Experimental study of a standalone membrane water desalination unit fully powered by solar energy

Abstract

In this study, a fully solar-driven water desalination system is designed, fabricated, and tested. The proposed system is designed for remote, isolated areas with limited electricity and freshwater access. For commercial PVDF membranes, the performance of the MD unit is evaluated at various feed temperatures, flow rates, and salt concentrations. In addition, the effect of MD cell design was examined to determine the effect of the obstacles on the feed channel. Increasing the temperature by 20 degrees from 55 to 75 °C enhances productivity by 165 % from 6.2 to 16.4 kg/m2.h. At different operating conditions, the new design of the MD cell with cylindrical obstacles attained higher flux productivity compared to the conventional MD cell design.
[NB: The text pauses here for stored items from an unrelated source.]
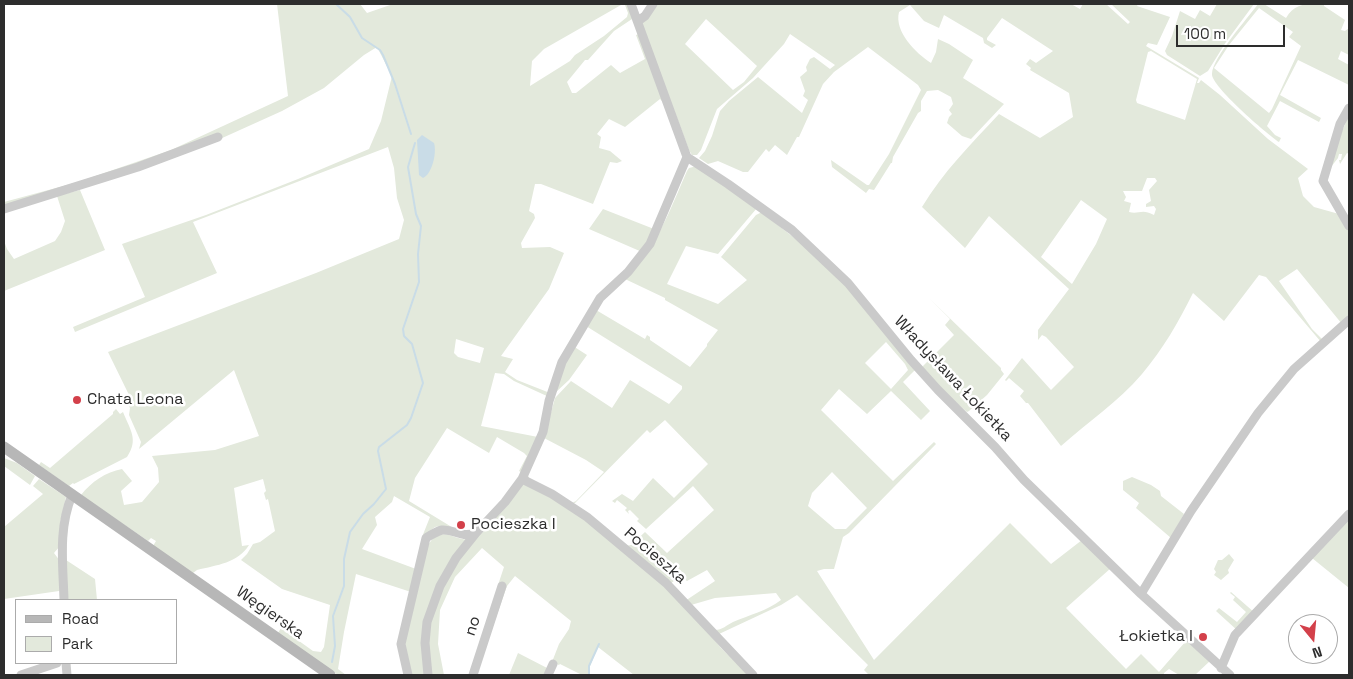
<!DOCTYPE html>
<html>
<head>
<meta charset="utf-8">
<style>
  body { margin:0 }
  #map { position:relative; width:1353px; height:679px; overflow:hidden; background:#fff; font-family:"Space Grotesk",sans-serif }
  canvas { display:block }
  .frame { position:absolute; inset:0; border:5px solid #2d2d2d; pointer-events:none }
  .legend { position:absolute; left:15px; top:599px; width:162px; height:65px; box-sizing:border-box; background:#fff; border:1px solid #ababab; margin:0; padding:6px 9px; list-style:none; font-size:15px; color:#2d2d2d }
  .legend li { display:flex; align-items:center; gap:10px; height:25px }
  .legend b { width:25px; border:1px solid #ababab }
  .north { position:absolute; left:1288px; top:614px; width:50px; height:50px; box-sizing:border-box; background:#fff; border:1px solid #ababab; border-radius:50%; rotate:163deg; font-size:14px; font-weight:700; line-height:20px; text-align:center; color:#2d2d2d }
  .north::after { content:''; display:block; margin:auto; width:18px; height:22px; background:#d3404a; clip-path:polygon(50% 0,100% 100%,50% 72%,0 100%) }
  .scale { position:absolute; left:1176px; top:25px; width:109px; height:22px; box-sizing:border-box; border:2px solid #2d2d2d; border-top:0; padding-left:6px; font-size:15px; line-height:18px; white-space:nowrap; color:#2d2d2d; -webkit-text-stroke:4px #fff; paint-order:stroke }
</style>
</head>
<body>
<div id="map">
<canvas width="1353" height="679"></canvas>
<div class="frame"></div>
<ul class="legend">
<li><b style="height:6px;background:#b7b7b7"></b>Road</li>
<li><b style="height:14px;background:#e3e9dc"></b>Park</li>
</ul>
<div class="north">N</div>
<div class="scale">100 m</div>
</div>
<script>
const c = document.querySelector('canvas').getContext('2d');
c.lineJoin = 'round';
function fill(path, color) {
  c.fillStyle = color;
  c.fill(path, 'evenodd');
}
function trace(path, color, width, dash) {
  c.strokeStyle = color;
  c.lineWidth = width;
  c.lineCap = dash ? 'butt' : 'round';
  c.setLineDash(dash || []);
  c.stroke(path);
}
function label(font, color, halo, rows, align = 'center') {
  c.font = font + ' "Space Grotesk",sans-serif';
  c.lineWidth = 5;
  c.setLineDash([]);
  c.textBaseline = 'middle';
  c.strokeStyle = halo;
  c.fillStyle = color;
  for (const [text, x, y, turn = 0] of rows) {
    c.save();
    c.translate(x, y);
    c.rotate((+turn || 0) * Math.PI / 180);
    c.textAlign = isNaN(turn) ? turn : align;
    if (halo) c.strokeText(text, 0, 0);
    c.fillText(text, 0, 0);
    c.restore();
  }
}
fill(new Path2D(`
  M277 4H360L367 13 393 4H629L632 19 614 31 588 60H585L567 82 572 93H576L611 65 620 73 645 59 636 35 639 34 663 97 662 101 660 99 625 127 609 119 597 134 601 137 599 148 610 151 622 161 617 163 610 162 593 204 541 184H535L529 211 534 214 535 218 521 243 522 248 550 247 564 253 549 289 501 356 513 359 505 372 517 380 550 393 549 397 514 381 504 374 495 373 481 426 538 437 523 473 519 471 527 456 524 453 497 437 489 453 447 428 415 478 409 501 455 529 440 526 435 527 422 537 430 517 394 496 392 502 375 517 377 525 362 549 416 569 411 592 356 574 344 632 338 669 346 675H338L278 633 281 628 313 651 321 652 324 647 330 605 282 589 241 560 247 554 253 544 260 542 275 531 268 499 266 500 264 493 266 491 263 479 234 488 242 546 249 545C238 563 217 565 197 570L193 573 153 546 156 541 151 538 148 541 81 495C91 482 106 472 122 469L132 481 121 491 124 505 142 502 159 482 158 468 152 456 215 450 259 436 234 370 139 449 141 442 129 415 130 408 126 401 130 397 108 352 316 273 399 239 404 220 397 198 394 168 388 147 193 222 217 273 75 332 73 327 145 297 122 244 206 215 298 179 369 149 381 121 392 76 377 47 364 55 324 88 282 111 220 139 4 205V202L78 182 171 150 288 96ZM621 5H625L628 13 627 17 604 36 575 55 570 61 530 86 532 61 544 49ZM456 339 484 348 480 363 458 357 454 353Z
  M654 4H1071L1080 9 1083 4H1106L1128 24 1130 22 1111 4H1138L1137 6 1170 17 1157 45 1148 43 1146 46 1199 78 1197 83H1199L1201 80 1220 95 1268 139 1308 169 1298 178 1303 196 1314 207 1339 214 1349 228V318L1342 324 1297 269 1279 281 1312 329 1323 340 1321 342 1266 277 1259 275 1224 321 1193 293C1178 323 1163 349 1142 374 1118 402 1088 422 1061 446L1028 403H1026L1020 396 1024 391 1009 378 1006 381 1005 380 1022 358 1051 390 1074 367 1046 337 1042 335 1038 340V330L1069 289 989 216 965 248 922 207C943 172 971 144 999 114L1040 138 1073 117 1069 93 1030 70 1031 68 1026 64 1030 59 1036 63 1053 51 1002 18 987 38V40L996 45 992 48 984 43 983 38 944 15 939 28 924 21 910 5 899 12C894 32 916 53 931 63L936 52 938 39 949 44 973 60 963 78 1004 104 971 139 962 136 947 123 949 117 952 114 949 110 953 104 951 97 938 90 927 91 921 101V111L918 113 893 157 892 163H891L874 190 869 189 866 193 832 167 831 160 867 185H869L889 154 921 90 918 85 868 47 834 72 823 84 799 137H797L787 155 775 145 769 152 766 149 748 172H743L718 161 708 164 699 158 705 151 712 136 720 111 729 101 758 77 802 113 808 100 803 96 805 91 800 77 807 71 806 67 810 59 814 57 830 69 835 65 790 34 784 44 753 78 717 109 701 150 697 155H692L689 150 642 24ZM706 19 757 66 744 82 733 90 685 44ZM1151 51 1197 79 1185 120 1137 103 1136 100 1148 52ZM1147 178H1155L1157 181 1149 190 1151 201 1146 204V207L1154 206 1156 209 1154 215C1141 208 1139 215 1129 212L1131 203 1124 201 1126 197 1123 191H1142ZM1081 200 1107 219 1096 244 1072 284 1041 257Z
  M1217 4H1254L1226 42 1208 71 1200 76 1167 55 1165 51 1172 36 1180 11 1195 19 1200 10 1210 16Z
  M1258 4H1264L1286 18C1295 2 1308 4 1324 4V6L1345 20 1341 30 1345 31 1349 28V55L1341 51 1338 59 1349 65V85L1298 60 1280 95 1321 118 1319 122 1280 101 1267 126 1275 135 1281 138 1279 142C1267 134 1211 86 1212 74 1212 58 1248 18 1258 4ZM1259 8 1293 32 1289 37 1301 46 1272 109 1269 113 1214 68 1229 45Z
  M1349 115V154L1347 153 1340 164 1339 160H1341L1342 154H1339L1338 158 1331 167 1340 136Z
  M697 166 757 208 718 254 686 246 667 284 718 304 747 280 721 257 756 215 762 212C781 228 801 242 819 259 855 293 885 331 916 369L903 382 930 411 921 420 891 391 867 414 839 389 821 410 893 481 934 442 936 444 849 533 843 537 834 569H824L817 571 874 660 1010 523 1051 564 1082 540 1111 568 1066 608 1126 669 1141 654 1159 672 1186 641 1210 661 1195 675H1179L1169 669 1164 673V675H869L864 670 868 665 797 595 781 605 719 634 715 630C722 630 727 625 733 622 749 615 767 611 781 600L776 593 715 598 691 605 685 601 715 581 707 570 687 581 680 576 669 585 626 546 631 545 645 532 667 553 714 510 693 486 646 529 637 521 639 519 630 510 628 511 629 514 625 510 627 508 617 500 615 503 612 501 622 494 633 501 653 478 674 498 708 464 665 420 650 433 647 430 575 503 570 504 528 479 527 477 532 468 528 475 529 478 572 503 576 501 604 472 586 460 544 438 555 398 571 381 612 408 630 380 669 404 682 389V386L586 326 596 310 645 339 647 335 650 337V340L690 367 707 346V344L718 330 665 300V298L625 279C656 249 670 210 687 171L689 168ZM886 342 905 364 908 370 891 389 865 363ZM832 472 867 508 846 529H835L808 506 812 493Z
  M80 190 105 250 4 291V241L7 249 14 259 55 241 61 232 65 221 57 196Z
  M603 209 654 229 642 252 589 229Z
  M929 298 1001 368V370L1004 374 987 395 969 411 967 412 943 391 921 368 954 335 945 325 950 319Z
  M573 346 587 355 569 380 556 392 559 377Z
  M116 409 120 414 123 412C130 430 139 439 127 457L74 484 73 483 69 486 39 465 41 462 50 468 113 414V412Z
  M4 458 17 463 35 476 30 485 4 466Z
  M1132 477 1151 485 1160 491 1161 496 1184 514 1171 538 1136 508 1139 503 1123 490V481Z
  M39 479 66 497 60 523V546L54 553 60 561 62 587 59 591 4 599V527L43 494 33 486Z
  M523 484 533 486 577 514 664 585 697 619 721 648 749 675H634L598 647 590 666 589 675H582L560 664 559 665 552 662 559 644 569 629 571 621 515 576 507 586 492 629 498 585 504 567 482 548 455 577 440 610 438 644 444 675H411L406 661 405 641 428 545C442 523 453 542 471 539 476 538 480 534 484 531Z
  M1349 518V588L1312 558Z
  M1229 554 1234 560 1228 570 1229 573 1221 580 1214 575 1216 572 1214 569 1218 560H1222Z
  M66 560 95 579 97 600H66Z
  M1231 592 1255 613 1238 631 1216 611 1219 608 1237 622 1246 612 1233 600 1235 597 1230 593Z
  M518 653 549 669 546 675H509Z`), '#e3e9dc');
fill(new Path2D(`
  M422 135 434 143C437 153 432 174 423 178L419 175 417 140Z`), '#c9dce7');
trace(new Path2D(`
  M336 4 350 17 362 38 380 50 383 55 395 84 411 134
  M332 662 335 646 333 616 344 586V559L350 532 363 514 374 504 386 489 378 451 379 447 407 425 411 418 423 383 412 344 404 336 403 329 419 282 418 254 421 226 416 214 408 167 415 143
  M589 675V666L599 644`), '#c9dce7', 2);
trace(new Path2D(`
  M631 4 687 157 728 184 792 230 848 283 911 360 938 390 995 447 1024 480 1141 594 1230 675
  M638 21 645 16 653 4
  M1349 108 1340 124 1323 181 1349 226
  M4 209 138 167 218 137
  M522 479 552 494 587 517 666 583 753 675
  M1141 594 1191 511 1258 413 1294 369 1349 320
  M64 600C63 564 58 529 72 495
  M66 663 67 675
  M1221 668 1235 635 1349 514
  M21 675 57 663
  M408 675 401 644 426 538C431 535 437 531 442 530 455 529 460 538 475 533
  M428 675 425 643 427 622 440 586 456 558 476 533 505 502 522 479 543 432 549 401 562 362 600 298 628 272 650 244 687 157
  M473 675 502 586
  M548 675 553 664`), '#cacaca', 9);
trace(new Path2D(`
  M4 447 330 675`), '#b7b7b7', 11);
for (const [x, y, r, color] of [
  [77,400,5,"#d3404a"],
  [461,525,5,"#d3404a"],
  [1203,637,5,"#d3404a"]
]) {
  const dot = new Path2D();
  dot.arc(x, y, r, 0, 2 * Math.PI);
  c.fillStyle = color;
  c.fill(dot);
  trace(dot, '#fff', 2);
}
label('16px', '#2d2d2d', '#fff', [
  ["Władysława Łokietka",953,379,47],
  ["Pocieszka",655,556,41],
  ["Węgierska",270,613,35],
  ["no",473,626,-72]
]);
label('16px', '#2d2d2d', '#fff', [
  ["Chata Leona",87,400],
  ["Pocieszka I",471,525],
  ["Łokietka I",1193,637,"right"]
], 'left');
</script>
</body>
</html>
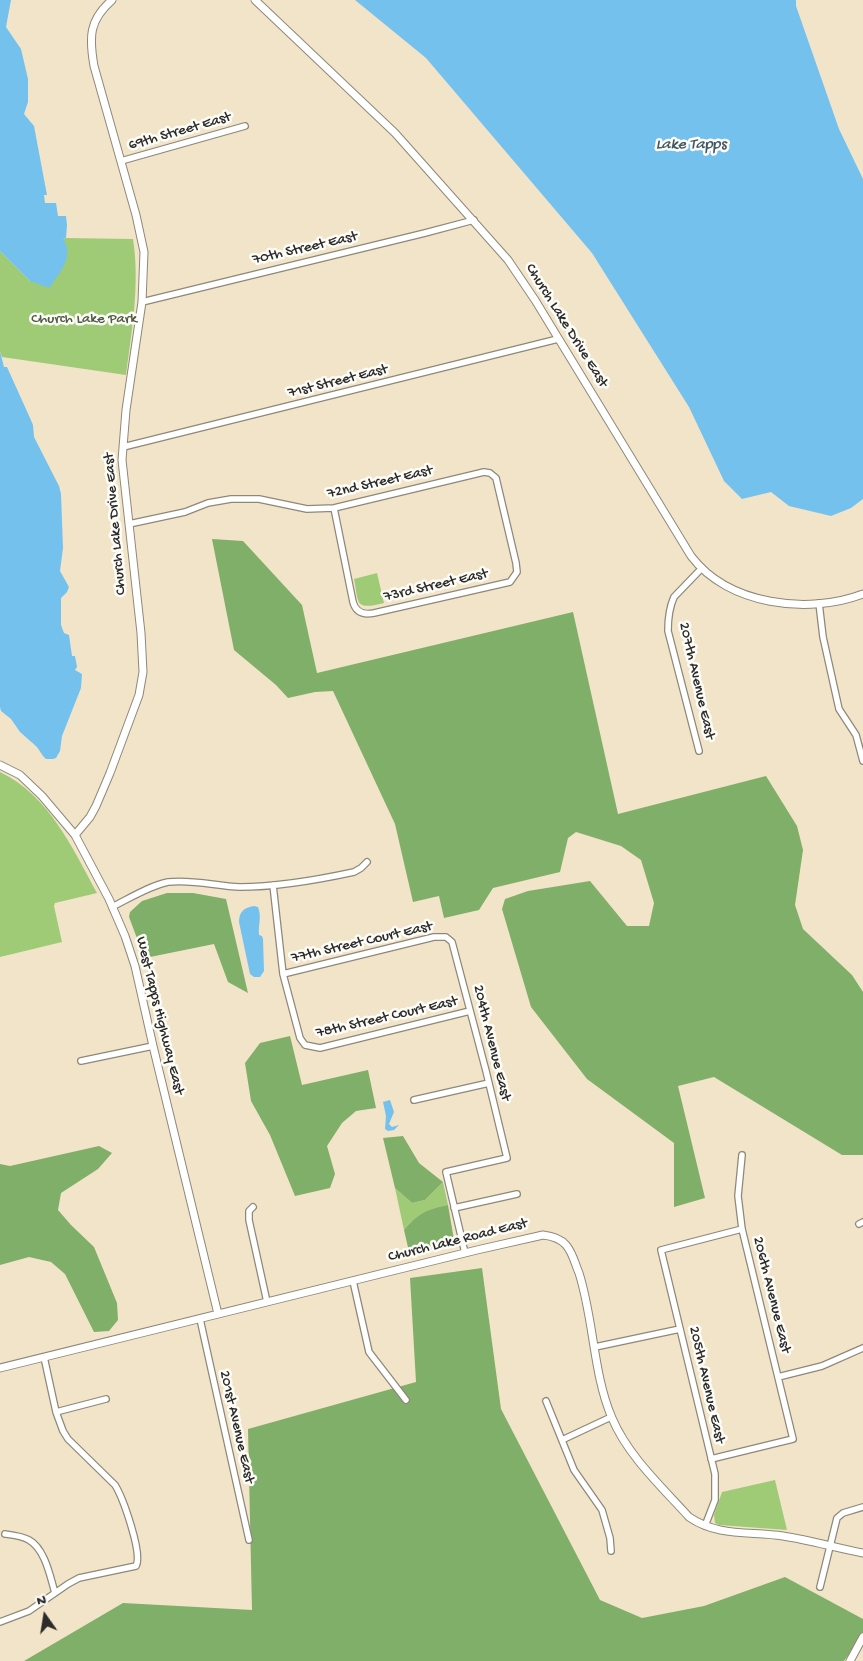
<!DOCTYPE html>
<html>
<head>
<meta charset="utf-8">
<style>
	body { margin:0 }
	#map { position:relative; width:863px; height:1661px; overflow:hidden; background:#f2e4c8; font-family:"Gochi Hand",sans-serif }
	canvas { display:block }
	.north { position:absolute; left:20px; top:1591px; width:50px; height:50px; -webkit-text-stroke:4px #fdfcf7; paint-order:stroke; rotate:347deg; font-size:14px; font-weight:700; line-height:20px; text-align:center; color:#2b2b2b }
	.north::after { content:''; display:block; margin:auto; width:18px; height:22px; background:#2b2b2b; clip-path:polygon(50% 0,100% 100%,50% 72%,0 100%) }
</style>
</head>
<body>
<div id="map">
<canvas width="863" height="1661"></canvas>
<div class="north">N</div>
</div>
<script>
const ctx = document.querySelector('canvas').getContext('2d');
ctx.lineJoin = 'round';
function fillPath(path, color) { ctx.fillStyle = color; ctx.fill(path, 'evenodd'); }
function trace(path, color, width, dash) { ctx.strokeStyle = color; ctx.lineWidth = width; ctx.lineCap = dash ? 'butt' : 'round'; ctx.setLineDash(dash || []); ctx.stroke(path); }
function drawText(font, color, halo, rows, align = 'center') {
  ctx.font = font + ' "Gochi Hand",sans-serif'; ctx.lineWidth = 5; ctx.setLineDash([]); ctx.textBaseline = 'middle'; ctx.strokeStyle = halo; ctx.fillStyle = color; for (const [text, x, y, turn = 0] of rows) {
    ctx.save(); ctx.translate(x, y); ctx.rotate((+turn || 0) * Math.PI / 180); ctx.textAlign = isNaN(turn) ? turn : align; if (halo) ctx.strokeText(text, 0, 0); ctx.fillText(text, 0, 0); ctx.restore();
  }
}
const green = new Path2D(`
	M66,238L133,239C140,284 132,329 126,375L2,357L0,351V251L30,281L63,239Z
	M377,573L384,603C355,610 359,605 354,579Z
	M0,772C49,795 73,849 97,893L55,903L54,906L62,942L0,957Z
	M443,1182L448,1205C427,1209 418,1213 404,1230L395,1188L412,1203L425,1200Z
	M775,1480L787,1530L719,1525L715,1523L714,1515L722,1492Z`);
const forest = new Path2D(`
	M212,539L243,541L302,605L317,673L573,612L618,814L766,776L797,826L803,850L795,905L803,929L852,975L863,992V1155H842L714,1077L678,1086L705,1198L674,1207V1143L587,1079L531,1007L502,909L505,899L528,891L590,881L627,926H649L654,903L641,860L621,846L576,832L568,838L560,872L493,888L479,910L444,918L439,896L413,902L395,824L333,691L315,692L288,698L276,685L234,650Z
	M167,893H193L226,899L248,993L228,982L214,944L150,957H144L129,917L130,912L142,901Z
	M290,1036L302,1085L368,1070L376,1108L356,1111L342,1123L327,1146L335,1174L330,1188L295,1196L270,1135L251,1101L245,1063L260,1043Z
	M403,1136L419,1163L443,1182L425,1200L412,1203L395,1188L383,1138Z
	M99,1146L112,1153L98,1169L61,1193L58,1210L71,1225L94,1247L117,1303L118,1320L109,1331L94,1332L65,1274L51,1262L29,1257L0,1265V1164L10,1166Z
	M448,1205L454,1240L451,1245L410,1256L404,1230C418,1213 427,1209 448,1205Z
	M482,1268L501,1409L600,1600L642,1618L704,1606L785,1577L863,1619V1634L844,1661H24L123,1603L252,1610L248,1429L416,1382L410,1278Z`);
const water = new Path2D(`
	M0,0H11L6,27L21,49L28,79V102L24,114L34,126L47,195H44L45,203H56L58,216H66L67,225L66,238L63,239C75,256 59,274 49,288L30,281L0,251Z
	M355,0H796V6L839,129L863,179V499L851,508L831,516L789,506L771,492L742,499L724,481L689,407L592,253L426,58Z
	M0,351L4,367H7L30,418L33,425L34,437L59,486L61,494L63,548L60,571L69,587L67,592L61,598V625L64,633L69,635L72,656H75L77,667L75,670L82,674L81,688L62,736L60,751L56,758L53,759H46L43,756L37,747L20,732L11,719L1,711L0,707Z
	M254,906L258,907C262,917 258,925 259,935L262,936L263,939L264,971L260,977H254L250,974L239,922C239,911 244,908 254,906Z
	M390,1100L394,1112L389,1124L392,1127L399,1125L394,1130L388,1131L385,1129L386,1116L383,1102Z`);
const minor = new Path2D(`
	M121,161L245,126
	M142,302L425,233L474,220
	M123,447L558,339
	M129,524L185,512L208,503L231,499H259L307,509L334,508L484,472L490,473L496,478L516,563L517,572L510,582L374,613C364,615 356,613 353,602L334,508
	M819,603L823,637L839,709L856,735L863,761
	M699,751L668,631C668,619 669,608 674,597L701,569
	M273,885L283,974L300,1038L305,1045L320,1048L470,1011
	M112,907C130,898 149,886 168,882C192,879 216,886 240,887C278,887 317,880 354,872L361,868L367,862
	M283,974L434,937H446L452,942L486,1071L507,1158L446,1172L465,1253
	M81,1061L153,1046
	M414,1100L489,1083
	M253,1207L249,1211V1220L267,1302
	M454,1208L517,1194
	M859,1224L863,1222
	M353,1281L369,1352L406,1400
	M200,1319L249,1540
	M595,1347L680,1329
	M778,1377L822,1366L863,1348
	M546,1401L574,1470L602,1510L610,1538L611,1551
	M56,1412L106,1399
	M562,1440L611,1417
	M711,1459L793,1439L742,1229L738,1196L742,1155
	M705,1526L715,1500V1474L661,1250L742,1229
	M5,1534C13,1535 22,1536 29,1540C45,1549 50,1576 55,1593
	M820,1587L837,1518L843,1513L863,1507
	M0,1622L29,1611L68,1584L79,1578L136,1566C143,1554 123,1498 115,1485L68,1439L63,1431L56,1412L44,1357`);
const tertiary = new Path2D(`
	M255,0L395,133L508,260L535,300L691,556C728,605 808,615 863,594
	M0,765L20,775L42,796L75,835L109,899L125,936L135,966L153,1046L218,1314
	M75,835L90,817L96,806L110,773L139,695L143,672L141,633L122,460L126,410L142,302L144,252L136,215L94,66C89,37 89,20 112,0
	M0,1368L477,1250L543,1235C552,1236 560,1238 566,1245C573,1253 575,1264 579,1273C594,1320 593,1374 612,1418C628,1456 662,1487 689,1517C718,1537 750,1531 783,1536C810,1540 836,1548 863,1553
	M850,1661L863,1637`);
const streetNames = [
	["69th Street East",180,132,-16],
	["70th Street East",305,249,-13],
	["Church Lake Drive East",566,326,58],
	["71st Street East",338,382,-14],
	["72nd Street East",380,483,-13],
	["Church Lake Drive East",116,524,-95],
	["73rd Street East",436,586,-13],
	["207th Avenue East",696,681,77],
	["77th Street Court East",362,943,-13],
	["West Tapps Highway East",159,1016,76],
	["78th Street Court East",387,1018,-13],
	["204th Avenue East",491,1043,76],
	["Church Lake Road East",458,1241,-14],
	["206th Avenue East",771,1295,76],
	["205th Avenue East",706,1385,77],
	["201st Avenue East",236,1427,77]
];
const parkNames = [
	["Church Lake Park",84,320]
];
const waterNames = [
	["Lake Tapps",691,146]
];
fillPath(green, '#9fcb77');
fillPath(forest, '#7faf68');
fillPath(water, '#74c1ee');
trace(minor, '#8e887a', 8);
trace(tertiary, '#8e887a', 9);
trace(minor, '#fff', 5.5);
trace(tertiary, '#fff', 7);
drawText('15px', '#2b2b2b', '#fdfcf7', streetNames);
drawText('15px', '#4e5b42', '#fdfcf7', parkNames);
drawText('italic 16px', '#415866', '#fdfcf7', waterNames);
</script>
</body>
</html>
The maximum attained freshwater output flux was around 15 kg/m2.h at a feed inlet temperature of 65 °C and feed mass flowrate of 66 kg/h for the MD cell with cylindrical obstacles. In the presence of obstacles, a reduction in the specific energy consumption (SEC) by 35–15 % is associated with an increase in the gain output ratio (GOR) by 50–20 % compared to the case of no obstacles. Observations indicate that a small PV module with an area of 0.377 m2 is sufficient to operate the membrane unit for contentious 15 h. Collectively, using solar MD units collectively has the potential to be used for decentralized desalination of water.